Salah satu amaliyah ibadah pada bulan suci adalah melaksanakan i’tikaf di , terutama pada sepuluh hari terakhir Ramadhan. Hal ini sebagaimana disunnahkan oleh Rasulullah Shallallahu ‘Alaihi Wasallam dan diikuti para sahabatnya yang mulia dan umatnya yang setia menghidupkan sunnah Nabinya.

Di dalam Al-Quran Allah menyebutkan ayat tentang i’tikaf:

ثُمَّ أَتِمُّوا الصِّيَامَ إِلَى الَّيْلِ وَلاَ تُبَاشِرُوهُنَّ وَأَنتُمْ عَاكِفُونَ فِي الْمَسَاجِدِ تِلْكَ حُدُودُ اللهِ فَلاَ تَقْرَبُوهَا كَذَلِكَ يُبَيِّنُ اللهُ ءَايَاتِهِ لِلنَّاسِ لَعَلَّهُمْ يَتَّقُونَ…..

Artinya: “……kemudian sempurnakanlah puasa itu sampai (datang) malam, (tetapi) janganlah kamu campuri mereka itu, sedang kamu beri’tikaf di dalam masjid. Itulah larangan Allah, maka janganlah kamu mendekatinya. Demikianlah Allah menerangkan ayat-ayat-Nya kepada manusia, supaya mereka bertakwa.” (QS Al-Baqarah [2]: 187).

Penyebutan kalimat “sedang kamu beri’tikaf dalam masjid”, menunjukkan bahwa ibadah i’tikaf tidak bisa dilakukan kecuali di dalam masjid, dan hal ini telah menjadi ijma’ (kesepakatan) para ulama.

Makna i’tikaf

I’tikaf berasal dari akar kata ‘akafa – ya’kifu – i’tikaf, yang secara etimologis bermakna al-mulaazamah, yaitu menyertai terus, menetap atau tinggal di suatu tempat untuk melakukan sesuatu yang baik.

Secara terminologis, i’tikaf adalah tinggal atau berada dalam masjid dengan niat mendekatkan diri kepada Allah.

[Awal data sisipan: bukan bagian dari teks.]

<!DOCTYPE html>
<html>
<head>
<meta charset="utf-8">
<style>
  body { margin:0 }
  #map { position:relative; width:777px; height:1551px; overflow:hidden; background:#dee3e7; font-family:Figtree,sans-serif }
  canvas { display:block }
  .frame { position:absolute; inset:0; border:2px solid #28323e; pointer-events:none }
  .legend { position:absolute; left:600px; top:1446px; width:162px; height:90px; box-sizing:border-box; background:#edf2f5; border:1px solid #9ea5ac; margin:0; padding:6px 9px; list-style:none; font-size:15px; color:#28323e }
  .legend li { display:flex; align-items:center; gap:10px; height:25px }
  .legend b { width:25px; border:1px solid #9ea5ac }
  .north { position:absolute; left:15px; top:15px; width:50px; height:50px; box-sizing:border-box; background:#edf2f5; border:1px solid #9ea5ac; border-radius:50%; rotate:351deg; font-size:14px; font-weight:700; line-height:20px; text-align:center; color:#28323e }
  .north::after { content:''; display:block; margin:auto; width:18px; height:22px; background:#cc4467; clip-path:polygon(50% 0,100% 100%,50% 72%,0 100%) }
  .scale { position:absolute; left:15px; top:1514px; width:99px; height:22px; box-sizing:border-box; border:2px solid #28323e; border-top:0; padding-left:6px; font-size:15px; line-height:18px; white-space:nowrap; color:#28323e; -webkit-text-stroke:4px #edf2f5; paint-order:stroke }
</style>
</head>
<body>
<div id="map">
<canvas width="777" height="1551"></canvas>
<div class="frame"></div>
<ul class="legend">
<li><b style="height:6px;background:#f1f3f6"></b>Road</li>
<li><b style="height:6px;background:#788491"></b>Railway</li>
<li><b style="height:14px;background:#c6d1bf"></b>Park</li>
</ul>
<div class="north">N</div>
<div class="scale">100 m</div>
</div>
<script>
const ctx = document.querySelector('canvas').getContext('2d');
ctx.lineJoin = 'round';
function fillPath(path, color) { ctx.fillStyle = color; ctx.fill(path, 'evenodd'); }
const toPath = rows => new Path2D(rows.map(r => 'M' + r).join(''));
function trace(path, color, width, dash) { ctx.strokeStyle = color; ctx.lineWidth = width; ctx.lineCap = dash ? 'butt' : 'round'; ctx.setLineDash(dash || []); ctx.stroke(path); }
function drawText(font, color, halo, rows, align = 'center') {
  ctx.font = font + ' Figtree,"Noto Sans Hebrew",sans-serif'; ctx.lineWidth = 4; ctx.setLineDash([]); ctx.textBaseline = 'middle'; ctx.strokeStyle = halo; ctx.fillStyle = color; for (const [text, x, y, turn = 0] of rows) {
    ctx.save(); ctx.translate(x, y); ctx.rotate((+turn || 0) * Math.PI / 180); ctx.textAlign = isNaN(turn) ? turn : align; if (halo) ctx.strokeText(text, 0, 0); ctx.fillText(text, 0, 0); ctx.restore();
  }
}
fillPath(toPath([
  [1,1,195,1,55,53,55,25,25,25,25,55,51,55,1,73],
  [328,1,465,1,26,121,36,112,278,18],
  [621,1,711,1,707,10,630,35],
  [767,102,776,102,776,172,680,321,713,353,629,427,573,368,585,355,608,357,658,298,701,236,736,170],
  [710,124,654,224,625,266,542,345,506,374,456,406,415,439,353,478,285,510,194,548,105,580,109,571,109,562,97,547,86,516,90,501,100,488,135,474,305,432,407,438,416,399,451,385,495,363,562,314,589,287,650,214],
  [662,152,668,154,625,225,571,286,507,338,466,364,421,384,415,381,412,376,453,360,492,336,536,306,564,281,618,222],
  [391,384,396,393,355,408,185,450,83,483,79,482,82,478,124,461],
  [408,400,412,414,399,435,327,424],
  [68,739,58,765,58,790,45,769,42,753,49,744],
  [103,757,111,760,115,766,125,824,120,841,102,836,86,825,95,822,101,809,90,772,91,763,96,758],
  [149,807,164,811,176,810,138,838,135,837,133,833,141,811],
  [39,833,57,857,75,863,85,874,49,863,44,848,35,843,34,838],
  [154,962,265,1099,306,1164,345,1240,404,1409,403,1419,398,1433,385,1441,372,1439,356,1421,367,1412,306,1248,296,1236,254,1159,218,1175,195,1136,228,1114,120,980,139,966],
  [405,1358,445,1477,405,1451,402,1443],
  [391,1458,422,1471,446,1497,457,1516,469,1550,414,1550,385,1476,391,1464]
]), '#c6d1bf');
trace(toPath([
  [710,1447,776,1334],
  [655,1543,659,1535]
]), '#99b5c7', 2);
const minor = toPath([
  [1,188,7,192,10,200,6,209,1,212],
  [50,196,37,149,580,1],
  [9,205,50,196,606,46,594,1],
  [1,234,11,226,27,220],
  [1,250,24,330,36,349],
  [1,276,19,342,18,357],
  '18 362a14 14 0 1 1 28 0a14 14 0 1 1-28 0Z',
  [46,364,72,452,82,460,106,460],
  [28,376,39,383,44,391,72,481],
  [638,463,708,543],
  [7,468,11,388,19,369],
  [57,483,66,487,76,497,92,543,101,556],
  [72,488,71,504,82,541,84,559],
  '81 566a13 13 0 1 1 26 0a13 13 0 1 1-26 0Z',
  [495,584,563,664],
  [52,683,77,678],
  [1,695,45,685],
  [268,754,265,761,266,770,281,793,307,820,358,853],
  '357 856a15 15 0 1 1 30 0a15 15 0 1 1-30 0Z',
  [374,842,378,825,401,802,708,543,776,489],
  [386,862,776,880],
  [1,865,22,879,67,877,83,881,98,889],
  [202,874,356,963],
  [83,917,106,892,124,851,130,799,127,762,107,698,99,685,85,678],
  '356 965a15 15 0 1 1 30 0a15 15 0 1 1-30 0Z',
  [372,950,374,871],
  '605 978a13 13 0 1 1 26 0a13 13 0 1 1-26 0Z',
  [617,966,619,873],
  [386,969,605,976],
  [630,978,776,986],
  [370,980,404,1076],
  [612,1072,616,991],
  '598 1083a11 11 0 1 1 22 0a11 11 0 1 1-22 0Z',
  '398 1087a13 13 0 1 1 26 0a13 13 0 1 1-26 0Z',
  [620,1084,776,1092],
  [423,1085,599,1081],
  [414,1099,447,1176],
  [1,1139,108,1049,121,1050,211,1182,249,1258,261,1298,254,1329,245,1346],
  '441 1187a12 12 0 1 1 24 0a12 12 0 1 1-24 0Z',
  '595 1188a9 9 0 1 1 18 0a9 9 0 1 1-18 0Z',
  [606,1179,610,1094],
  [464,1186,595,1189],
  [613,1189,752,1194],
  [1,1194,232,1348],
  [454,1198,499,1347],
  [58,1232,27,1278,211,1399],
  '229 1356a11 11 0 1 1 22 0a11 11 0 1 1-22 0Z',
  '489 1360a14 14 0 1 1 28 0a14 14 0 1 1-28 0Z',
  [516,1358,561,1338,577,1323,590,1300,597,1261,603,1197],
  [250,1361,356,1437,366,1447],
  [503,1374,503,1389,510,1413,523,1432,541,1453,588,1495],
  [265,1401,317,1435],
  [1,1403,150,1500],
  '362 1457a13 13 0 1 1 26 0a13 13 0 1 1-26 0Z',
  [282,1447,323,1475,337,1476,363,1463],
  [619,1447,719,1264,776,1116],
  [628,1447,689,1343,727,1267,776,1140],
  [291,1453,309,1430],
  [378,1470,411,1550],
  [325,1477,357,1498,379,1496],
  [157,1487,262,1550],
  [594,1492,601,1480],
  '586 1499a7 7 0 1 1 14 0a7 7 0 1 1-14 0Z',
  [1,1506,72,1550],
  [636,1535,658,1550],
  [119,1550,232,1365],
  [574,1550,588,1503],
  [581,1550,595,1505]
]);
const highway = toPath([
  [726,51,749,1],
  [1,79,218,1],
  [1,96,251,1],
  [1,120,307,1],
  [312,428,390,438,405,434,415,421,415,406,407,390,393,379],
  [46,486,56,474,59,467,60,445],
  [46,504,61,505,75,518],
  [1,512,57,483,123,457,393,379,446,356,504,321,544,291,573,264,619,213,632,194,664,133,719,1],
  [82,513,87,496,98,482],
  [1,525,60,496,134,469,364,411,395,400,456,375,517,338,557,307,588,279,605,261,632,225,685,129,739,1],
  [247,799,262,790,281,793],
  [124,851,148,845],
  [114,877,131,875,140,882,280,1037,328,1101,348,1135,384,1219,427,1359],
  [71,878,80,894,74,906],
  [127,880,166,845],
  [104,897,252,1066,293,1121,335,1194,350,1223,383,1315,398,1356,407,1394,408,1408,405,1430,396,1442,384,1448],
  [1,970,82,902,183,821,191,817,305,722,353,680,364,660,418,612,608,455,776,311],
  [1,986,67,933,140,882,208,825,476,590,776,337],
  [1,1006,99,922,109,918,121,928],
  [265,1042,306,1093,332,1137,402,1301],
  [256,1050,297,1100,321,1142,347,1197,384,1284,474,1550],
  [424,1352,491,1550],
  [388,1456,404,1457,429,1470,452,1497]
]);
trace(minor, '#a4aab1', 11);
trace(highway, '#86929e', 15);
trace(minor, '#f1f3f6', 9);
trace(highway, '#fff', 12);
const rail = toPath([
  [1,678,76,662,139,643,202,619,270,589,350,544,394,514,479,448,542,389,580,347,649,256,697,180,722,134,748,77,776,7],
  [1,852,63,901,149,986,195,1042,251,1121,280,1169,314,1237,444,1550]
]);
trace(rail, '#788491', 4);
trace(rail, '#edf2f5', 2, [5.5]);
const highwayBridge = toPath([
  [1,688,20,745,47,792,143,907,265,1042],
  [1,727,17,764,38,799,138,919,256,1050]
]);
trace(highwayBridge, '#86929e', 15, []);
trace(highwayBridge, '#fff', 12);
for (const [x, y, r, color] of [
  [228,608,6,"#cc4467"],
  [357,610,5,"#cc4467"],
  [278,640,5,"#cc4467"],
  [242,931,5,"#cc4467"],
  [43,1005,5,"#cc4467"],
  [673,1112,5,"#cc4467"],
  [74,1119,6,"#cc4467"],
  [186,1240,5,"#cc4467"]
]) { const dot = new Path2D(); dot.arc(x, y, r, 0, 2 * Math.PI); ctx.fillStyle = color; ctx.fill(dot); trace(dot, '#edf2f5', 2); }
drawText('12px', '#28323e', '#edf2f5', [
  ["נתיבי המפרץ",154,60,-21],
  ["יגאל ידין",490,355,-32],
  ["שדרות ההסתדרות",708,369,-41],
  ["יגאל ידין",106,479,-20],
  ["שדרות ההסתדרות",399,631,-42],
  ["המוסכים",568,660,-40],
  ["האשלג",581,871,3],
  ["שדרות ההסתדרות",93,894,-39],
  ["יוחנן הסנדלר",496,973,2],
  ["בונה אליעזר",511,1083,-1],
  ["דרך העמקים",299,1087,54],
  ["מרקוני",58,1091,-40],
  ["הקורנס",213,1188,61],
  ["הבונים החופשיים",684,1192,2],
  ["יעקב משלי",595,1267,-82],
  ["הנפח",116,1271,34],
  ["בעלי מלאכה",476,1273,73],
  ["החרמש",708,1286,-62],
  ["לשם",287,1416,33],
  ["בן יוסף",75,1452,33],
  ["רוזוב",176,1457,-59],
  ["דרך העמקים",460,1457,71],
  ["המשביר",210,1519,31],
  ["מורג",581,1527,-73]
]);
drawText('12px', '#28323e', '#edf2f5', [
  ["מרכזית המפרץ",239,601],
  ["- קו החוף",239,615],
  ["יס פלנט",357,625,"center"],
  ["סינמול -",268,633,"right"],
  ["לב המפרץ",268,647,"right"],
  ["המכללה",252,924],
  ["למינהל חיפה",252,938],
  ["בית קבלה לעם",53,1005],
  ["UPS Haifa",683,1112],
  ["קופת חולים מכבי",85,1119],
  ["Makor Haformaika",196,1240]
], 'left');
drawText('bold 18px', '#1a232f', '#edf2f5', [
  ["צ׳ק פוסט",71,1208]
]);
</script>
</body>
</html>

Bisa juga diartikan, selalu menyertai ketaatan yang khusus, di waktu yang khusus, menurut syarat yang khusus, di tempat yang khusus (Tafsir Al-Munir, Wahbah Az-Zuhaili).

Pada ayat lain disebutkan:

…..أَن طَهِّرَا بَيۡتِىَ لِلطَّآٮِٕفِينَ وَٱلۡعَـٰكِفِينَ وَٱلرُّڪَّعِ ٱلسُّجُودِ

Artinya : “….. Bersihkanlah rumah-Ku untuk orang-orang yang thawaf, yang i’tikaf, yang ruku’ dan yang sujud.” (Q.S. Al-Baqarah [2]: 125).

Keutamaan i’tikaf Ramadhan

Pada dasarnya, dalam ajaran Islam, seseorang dapat beri’tikaf di masjid kapan saja. Namun, i’tikaf di bulan Ramadhan memiliki keutamaan tersendiri. Inilah rahasianya mengapa ayat yang membahas i’tikaf (Al-Baqarah 187) disebutkan setelah pembahasan puasa Ramadhan (Al-Baqarah 183).

Dalam beberapa riwayat disebutkan, mengingat begitu keutamaan i’tikaf pada bulan Ramadhan tersebut, maka Rasulullah Shalallahu ‘Alaihi Wasallam senantiasa melaksanakan i’tikaf pada sepuluh hari akhir bulan Ramadhan.

Maka, jika kita orang-orang beriman dapat melaksanakan ibadah i’tikaf di masjid pada sepuluh  hari yang akhir dari bulan Ramadhan, maka itu akan menambah kesempurnaan ibadah puasa Ramadhannya.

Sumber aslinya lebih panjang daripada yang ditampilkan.